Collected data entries
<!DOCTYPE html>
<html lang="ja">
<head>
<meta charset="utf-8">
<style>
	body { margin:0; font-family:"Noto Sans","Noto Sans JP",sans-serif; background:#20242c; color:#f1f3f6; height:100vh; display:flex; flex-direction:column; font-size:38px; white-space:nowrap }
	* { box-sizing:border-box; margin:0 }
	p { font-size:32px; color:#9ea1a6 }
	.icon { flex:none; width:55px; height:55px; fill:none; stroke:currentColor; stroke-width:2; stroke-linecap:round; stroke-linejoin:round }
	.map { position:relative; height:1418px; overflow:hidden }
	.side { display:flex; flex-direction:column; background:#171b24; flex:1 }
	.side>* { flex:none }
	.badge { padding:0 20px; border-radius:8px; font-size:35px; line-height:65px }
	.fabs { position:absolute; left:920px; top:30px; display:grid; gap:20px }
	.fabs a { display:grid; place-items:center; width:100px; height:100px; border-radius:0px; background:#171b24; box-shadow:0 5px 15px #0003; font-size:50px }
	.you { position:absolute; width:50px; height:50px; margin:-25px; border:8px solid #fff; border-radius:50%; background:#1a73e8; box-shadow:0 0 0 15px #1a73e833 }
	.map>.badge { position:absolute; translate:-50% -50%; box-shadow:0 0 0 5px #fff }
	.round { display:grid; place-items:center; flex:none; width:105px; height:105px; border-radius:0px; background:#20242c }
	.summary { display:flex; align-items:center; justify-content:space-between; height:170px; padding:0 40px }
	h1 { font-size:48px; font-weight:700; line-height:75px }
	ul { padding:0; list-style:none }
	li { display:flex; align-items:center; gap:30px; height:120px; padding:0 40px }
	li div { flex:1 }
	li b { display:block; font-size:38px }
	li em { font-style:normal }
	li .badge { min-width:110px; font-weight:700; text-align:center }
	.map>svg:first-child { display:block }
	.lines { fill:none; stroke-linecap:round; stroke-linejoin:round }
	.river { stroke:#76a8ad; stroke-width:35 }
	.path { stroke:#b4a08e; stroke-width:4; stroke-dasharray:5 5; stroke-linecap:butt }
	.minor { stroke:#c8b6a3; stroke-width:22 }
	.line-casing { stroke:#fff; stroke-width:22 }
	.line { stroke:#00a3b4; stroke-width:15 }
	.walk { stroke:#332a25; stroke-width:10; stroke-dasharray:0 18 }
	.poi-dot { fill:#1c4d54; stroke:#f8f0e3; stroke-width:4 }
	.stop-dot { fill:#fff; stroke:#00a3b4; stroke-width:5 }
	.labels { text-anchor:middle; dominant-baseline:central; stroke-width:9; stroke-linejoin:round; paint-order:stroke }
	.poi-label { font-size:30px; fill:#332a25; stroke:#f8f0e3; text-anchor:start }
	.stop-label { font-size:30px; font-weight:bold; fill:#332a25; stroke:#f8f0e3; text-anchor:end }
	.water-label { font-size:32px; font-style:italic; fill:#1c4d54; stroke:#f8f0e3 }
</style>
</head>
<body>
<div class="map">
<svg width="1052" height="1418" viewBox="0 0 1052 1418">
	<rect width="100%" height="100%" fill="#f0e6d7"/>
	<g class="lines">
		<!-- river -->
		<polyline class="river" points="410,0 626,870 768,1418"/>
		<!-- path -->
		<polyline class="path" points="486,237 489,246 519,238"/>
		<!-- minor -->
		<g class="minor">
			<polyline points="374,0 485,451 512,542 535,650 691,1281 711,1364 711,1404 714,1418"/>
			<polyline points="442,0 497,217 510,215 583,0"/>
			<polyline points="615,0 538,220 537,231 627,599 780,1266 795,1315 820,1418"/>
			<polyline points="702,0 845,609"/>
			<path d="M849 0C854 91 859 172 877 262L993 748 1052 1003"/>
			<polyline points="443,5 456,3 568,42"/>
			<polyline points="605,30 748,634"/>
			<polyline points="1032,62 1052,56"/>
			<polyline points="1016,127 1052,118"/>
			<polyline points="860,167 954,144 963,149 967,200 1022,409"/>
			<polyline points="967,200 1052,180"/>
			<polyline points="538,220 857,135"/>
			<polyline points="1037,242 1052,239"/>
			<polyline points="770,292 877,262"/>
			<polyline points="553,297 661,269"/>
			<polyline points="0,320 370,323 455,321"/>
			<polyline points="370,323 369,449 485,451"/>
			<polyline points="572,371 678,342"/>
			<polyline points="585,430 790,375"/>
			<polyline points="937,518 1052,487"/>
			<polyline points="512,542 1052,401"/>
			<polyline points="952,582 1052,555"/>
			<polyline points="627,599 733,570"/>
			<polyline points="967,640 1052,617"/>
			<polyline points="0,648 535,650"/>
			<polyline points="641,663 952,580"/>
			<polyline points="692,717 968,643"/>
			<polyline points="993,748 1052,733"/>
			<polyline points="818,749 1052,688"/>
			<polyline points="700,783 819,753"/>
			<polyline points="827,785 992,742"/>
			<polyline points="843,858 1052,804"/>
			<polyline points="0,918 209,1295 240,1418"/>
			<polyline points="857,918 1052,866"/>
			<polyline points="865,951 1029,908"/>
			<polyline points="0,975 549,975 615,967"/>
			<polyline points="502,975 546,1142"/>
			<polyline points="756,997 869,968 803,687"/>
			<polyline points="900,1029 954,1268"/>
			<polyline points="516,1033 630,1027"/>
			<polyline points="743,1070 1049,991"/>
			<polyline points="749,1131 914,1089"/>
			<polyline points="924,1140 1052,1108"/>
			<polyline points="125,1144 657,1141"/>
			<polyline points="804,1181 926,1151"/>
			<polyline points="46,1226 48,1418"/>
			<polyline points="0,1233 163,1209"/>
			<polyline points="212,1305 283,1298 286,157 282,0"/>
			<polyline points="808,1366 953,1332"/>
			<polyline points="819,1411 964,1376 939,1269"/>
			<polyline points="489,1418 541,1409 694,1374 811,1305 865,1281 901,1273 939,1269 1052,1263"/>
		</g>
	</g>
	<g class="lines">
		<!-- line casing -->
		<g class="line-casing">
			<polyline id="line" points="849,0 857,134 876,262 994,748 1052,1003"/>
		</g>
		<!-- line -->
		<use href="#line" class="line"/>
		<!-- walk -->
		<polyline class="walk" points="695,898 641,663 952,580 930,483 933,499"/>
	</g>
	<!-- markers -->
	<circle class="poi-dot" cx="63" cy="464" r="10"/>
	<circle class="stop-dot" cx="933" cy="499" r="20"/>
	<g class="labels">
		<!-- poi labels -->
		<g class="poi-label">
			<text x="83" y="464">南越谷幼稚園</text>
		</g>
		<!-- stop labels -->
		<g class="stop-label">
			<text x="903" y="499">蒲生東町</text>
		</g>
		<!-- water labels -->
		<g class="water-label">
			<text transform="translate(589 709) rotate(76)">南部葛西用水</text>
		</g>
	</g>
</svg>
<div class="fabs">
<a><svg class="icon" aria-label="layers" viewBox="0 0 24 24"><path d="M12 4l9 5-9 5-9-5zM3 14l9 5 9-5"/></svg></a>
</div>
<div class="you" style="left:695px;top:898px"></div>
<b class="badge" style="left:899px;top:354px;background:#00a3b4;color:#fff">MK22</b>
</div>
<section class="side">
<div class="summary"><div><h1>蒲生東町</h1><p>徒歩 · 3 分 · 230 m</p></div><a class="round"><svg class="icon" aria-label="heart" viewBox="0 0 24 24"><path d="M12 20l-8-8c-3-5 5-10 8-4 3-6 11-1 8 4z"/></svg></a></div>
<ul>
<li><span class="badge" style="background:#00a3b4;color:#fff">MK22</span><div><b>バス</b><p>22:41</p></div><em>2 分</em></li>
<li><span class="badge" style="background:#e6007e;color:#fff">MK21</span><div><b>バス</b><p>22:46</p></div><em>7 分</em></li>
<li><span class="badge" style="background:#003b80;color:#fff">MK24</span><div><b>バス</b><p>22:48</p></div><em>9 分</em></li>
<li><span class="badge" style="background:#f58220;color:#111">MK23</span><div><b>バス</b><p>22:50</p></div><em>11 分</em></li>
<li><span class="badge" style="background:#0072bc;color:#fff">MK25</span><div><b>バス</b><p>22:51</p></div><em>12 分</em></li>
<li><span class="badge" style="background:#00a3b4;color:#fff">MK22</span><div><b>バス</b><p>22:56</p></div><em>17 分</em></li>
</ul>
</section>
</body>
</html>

Task to carry out:
Which lines in the entries above contain "block"? Pull each of them out.

Solution for this exercise:
	li b { display:block; font-size:38px }
	.map>svg:first-child { display:block }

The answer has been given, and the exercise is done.